2026-03-31 14:30:04 -05:00
parent 9b1705d82b
commit ece1b037d1
9 changed files with 516 additions and 0 deletions
--- a/pyproject.toml
+++ b/pyproject.toml
@@ -0,0 +1,41 @@
+ [project]
+ name = "notebook-tools"
+ version = "0.1.0"
+ description = "FastAPI service to OCR Paperless-ngx PDFs via llama.cpp"
+ readme = "README.md"
+ requires-python = ">=3.11"
+ dependencies = [
+   "fastapi>=0.115",
+   "uvicorn[standard]>=0.30",
+   "httpx>=0.27",
+   "pydantic>=2.7",
+   "pydantic-settings>=2.3",
+   "pymupdf>=1.24",
+   "pillow>=10.4",
+   "img2pdf>=0.5",
+   "tenacity>=8.3",
+ ]
+ 
+ [project.optional-dependencies]
+ test = [
+   "pytest>=8.2",
+   "pytest-asyncio>=0.24",
+   "respx>=0.21",
+ ]
+ 
+ [tool.pytest.ini_options]
+ asyncio_mode = "auto"
+ testpaths = ["tests"]
+ 
+ [tool.ruff]
+ line-length = 100
+ 
+ [tool.ruff.lint]
+ select = ["E", "F", "I", "UP", "B"]
+ 
+ [build-system]
+ requires = ["hatchling"]
+ build-backend = "hatchling.build"
+
+[tool.hatch.build.targets.wheel]
+packages = ["src/notebook_tools"]
--- a/src/notebook_tools/init.py
+++ b/src/notebook_tools/init.py
@@ -0,0 +1,6 @@
+"""notebook_tools package.
+
+This repository is intentionally written to be easy to read/modify if you're new to Python.
+Most modules include short docstrings and type hints, and we keep functions small.
+"""
+
--- a/src/notebook_tools/api.py
+++ b/src/notebook_tools/api.py
@@ -0,0 +1,74 @@
+"""FastAPI application entrypoint.
+
+This file is intentionally small:
+- Routes call into a job manager.
+- The job manager calls the pipeline.
+
+Keeping the web layer thin makes the business logic easier to test and maintain.
+"""
+
+from __future__ import annotations
+
+import logging
+
+from fastapi import BackgroundTasks, Depends, FastAPI, HTTPException
+
+from notebook_tools.jobs import JobManager, get_job_manager
+from notebook_tools.logging_utils import configure_logging
+from notebook_tools.models import JobStartRequest, JobStatusResponse
+from notebook_tools.settings import Settings, get_settings
+
+app = FastAPI(title="notebook-tools", version="0.1.0")
+logger = logging.getLogger("notebook_tools.api")
+
+
+@app.on_event("startup")
+async def _startup() -> None:
+    # Load settings once at startup so we fail fast if env vars are missing.
+    settings = get_settings()
+    configure_logging(level=settings.log_level)
+    logger.info("Service starting up")
+
+
+@app.get("/health")
+async def health() -> dict[str, str]:
+    return {"status": "ok"}
+
+
+@app.post("/jobs/paperless/{document_id}", response_model=JobStatusResponse)

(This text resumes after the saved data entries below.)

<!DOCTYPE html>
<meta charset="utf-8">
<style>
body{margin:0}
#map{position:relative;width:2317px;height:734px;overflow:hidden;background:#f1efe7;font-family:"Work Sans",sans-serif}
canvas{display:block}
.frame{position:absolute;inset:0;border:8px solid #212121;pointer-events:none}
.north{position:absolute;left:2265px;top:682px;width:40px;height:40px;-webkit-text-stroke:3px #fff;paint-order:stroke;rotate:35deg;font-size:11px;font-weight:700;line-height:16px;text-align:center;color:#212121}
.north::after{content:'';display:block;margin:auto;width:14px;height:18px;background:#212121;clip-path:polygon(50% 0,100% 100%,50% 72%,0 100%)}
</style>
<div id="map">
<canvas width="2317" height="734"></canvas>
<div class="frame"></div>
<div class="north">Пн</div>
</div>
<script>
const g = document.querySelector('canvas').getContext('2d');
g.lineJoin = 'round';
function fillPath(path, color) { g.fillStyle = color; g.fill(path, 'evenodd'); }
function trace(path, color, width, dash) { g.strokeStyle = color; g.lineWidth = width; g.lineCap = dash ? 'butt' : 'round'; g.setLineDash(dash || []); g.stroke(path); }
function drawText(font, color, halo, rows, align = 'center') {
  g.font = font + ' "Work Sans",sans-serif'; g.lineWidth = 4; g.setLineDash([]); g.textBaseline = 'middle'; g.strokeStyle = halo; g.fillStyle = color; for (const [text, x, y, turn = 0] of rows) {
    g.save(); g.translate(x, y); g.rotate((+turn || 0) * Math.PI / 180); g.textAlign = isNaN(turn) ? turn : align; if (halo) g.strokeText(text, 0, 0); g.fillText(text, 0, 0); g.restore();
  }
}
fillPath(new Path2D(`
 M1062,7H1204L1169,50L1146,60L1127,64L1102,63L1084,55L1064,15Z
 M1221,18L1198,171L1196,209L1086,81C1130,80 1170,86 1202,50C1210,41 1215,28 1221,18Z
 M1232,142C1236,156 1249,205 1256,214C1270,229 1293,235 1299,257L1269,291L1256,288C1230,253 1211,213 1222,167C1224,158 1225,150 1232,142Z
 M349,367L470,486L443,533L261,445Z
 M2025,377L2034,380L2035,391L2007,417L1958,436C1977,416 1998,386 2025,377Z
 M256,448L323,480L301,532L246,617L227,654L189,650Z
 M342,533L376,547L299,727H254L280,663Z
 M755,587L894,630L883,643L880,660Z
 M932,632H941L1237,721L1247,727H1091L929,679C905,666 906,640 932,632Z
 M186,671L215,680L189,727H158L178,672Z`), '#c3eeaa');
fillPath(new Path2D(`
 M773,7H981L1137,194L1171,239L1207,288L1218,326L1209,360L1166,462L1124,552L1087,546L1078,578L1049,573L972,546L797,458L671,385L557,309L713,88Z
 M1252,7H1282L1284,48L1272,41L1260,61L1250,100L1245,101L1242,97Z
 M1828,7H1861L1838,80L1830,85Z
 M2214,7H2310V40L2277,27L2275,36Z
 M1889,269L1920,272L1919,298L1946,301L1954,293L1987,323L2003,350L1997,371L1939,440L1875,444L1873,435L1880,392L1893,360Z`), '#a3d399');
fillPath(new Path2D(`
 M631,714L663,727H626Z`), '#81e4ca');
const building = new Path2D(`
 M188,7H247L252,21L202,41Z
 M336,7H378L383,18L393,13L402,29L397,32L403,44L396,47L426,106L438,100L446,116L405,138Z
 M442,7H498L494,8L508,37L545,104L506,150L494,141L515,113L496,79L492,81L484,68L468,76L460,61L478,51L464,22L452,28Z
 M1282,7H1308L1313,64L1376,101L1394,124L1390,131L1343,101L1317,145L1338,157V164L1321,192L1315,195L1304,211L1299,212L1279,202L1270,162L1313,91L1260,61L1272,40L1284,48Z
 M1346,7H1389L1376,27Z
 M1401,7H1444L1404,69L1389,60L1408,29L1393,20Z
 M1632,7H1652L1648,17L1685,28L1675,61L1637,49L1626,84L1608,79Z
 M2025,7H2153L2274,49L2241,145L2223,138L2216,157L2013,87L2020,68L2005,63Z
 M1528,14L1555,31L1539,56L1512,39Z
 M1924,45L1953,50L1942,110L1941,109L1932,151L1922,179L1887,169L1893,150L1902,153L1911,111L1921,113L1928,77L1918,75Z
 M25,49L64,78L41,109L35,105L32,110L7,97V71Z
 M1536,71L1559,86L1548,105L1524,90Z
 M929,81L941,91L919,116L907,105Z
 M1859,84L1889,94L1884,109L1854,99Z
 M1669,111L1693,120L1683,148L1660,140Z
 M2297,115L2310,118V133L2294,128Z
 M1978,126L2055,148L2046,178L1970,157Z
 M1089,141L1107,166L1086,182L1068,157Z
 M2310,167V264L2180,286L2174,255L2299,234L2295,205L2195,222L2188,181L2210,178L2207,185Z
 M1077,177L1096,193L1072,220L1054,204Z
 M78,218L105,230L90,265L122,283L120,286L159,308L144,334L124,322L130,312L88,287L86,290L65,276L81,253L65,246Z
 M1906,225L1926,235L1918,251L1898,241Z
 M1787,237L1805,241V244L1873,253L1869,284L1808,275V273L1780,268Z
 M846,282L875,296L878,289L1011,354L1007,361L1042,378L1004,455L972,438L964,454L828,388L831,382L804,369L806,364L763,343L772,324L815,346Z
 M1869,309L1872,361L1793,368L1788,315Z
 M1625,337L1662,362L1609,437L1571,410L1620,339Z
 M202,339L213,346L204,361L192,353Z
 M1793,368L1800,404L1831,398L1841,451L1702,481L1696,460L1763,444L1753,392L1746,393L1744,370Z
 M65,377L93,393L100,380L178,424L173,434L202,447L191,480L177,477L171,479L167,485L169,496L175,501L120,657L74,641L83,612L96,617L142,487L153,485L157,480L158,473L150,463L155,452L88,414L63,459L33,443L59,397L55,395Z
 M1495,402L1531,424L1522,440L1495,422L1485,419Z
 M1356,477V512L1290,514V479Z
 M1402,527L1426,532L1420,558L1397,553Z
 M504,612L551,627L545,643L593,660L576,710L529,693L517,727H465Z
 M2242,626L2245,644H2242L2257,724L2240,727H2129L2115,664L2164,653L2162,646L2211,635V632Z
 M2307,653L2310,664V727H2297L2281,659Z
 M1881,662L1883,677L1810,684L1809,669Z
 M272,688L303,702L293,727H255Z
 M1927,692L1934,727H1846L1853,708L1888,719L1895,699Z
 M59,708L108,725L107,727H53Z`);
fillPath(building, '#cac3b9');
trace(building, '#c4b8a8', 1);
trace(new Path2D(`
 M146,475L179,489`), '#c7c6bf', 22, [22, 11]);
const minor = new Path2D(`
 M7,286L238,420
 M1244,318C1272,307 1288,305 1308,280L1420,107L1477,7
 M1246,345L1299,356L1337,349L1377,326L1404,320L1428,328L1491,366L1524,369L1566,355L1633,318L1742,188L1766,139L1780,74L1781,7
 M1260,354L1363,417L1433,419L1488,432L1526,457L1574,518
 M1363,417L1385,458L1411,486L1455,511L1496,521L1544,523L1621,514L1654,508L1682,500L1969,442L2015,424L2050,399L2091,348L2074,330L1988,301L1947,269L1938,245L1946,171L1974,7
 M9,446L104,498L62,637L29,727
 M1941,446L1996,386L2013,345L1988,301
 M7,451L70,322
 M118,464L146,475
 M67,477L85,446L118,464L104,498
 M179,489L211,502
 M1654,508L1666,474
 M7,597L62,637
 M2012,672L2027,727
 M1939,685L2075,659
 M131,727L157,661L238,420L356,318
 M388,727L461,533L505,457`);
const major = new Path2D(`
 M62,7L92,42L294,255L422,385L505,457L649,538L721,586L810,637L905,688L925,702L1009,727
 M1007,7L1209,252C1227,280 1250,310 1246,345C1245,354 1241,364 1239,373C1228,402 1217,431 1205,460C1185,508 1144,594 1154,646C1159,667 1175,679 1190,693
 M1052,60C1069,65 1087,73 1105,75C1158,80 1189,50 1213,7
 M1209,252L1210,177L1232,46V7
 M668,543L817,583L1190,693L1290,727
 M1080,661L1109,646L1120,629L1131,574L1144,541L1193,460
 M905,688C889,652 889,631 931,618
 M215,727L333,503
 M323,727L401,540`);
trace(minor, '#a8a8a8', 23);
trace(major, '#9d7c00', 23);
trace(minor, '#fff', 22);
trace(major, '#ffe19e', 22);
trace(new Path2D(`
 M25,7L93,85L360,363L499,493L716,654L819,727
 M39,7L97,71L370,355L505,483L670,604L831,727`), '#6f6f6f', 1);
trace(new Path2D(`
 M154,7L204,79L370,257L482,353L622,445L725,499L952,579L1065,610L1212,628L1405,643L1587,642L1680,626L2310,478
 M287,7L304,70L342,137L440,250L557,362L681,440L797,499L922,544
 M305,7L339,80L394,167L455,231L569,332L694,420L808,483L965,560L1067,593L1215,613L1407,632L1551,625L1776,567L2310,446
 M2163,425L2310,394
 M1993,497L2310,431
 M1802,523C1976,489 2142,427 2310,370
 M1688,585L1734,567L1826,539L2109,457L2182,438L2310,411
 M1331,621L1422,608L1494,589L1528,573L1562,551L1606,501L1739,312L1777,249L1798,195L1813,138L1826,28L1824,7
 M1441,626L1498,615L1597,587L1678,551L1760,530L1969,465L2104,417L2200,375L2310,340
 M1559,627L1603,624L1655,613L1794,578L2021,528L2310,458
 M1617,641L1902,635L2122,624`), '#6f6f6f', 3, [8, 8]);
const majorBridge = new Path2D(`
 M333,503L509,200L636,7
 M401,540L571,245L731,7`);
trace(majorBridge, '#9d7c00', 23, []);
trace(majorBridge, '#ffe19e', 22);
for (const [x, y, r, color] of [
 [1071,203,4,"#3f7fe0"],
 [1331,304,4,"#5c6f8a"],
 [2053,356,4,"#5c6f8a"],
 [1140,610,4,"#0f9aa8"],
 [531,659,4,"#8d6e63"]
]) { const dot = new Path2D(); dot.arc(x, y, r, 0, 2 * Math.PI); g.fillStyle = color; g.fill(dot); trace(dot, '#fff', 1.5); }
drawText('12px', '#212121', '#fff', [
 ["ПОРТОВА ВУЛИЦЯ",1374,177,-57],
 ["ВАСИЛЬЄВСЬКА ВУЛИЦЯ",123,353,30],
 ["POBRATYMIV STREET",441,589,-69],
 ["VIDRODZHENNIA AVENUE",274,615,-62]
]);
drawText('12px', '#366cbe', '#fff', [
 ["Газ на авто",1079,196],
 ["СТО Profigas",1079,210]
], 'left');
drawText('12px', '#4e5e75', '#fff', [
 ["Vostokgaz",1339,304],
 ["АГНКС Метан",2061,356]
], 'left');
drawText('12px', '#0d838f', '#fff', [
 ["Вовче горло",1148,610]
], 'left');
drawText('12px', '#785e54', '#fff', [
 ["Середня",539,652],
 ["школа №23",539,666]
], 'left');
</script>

+async def start_job_for_paperless_document(
+    document_id: int,
+    req: JobStartRequest,
+    background: BackgroundTasks,
+    settings: Settings = Depends(get_settings),
+    manager: JobManager = Depends(get_job_manager),
+) -> JobStatusResponse:
+    """Start an OCR job for an existing Paperless document id."""
+
+    if document_id <= 0:
+        raise HTTPException(status_code=422, detail="document_id must be a positive integer")
+
+    job = manager.create_job(document_id=document_id, notebook_id=req.notebook_id)
+    logger.info(
+        "Job created job_id=%s paperless_document_id=%s notebook_id=%s",
+        job.job_id,
+        document_id,
+        req.notebook_id,
+    )
+    background.add_task(
+        manager.run_job,
+        job_id=job.job_id,
+        settings=settings,
+        ocr_prompt_override=req.ocr_prompt,
+        title_prefix=req.title_prefix,
+    )
+    return job
+
+
+@app.get("/jobs/{job_id}", response_model=JobStatusResponse)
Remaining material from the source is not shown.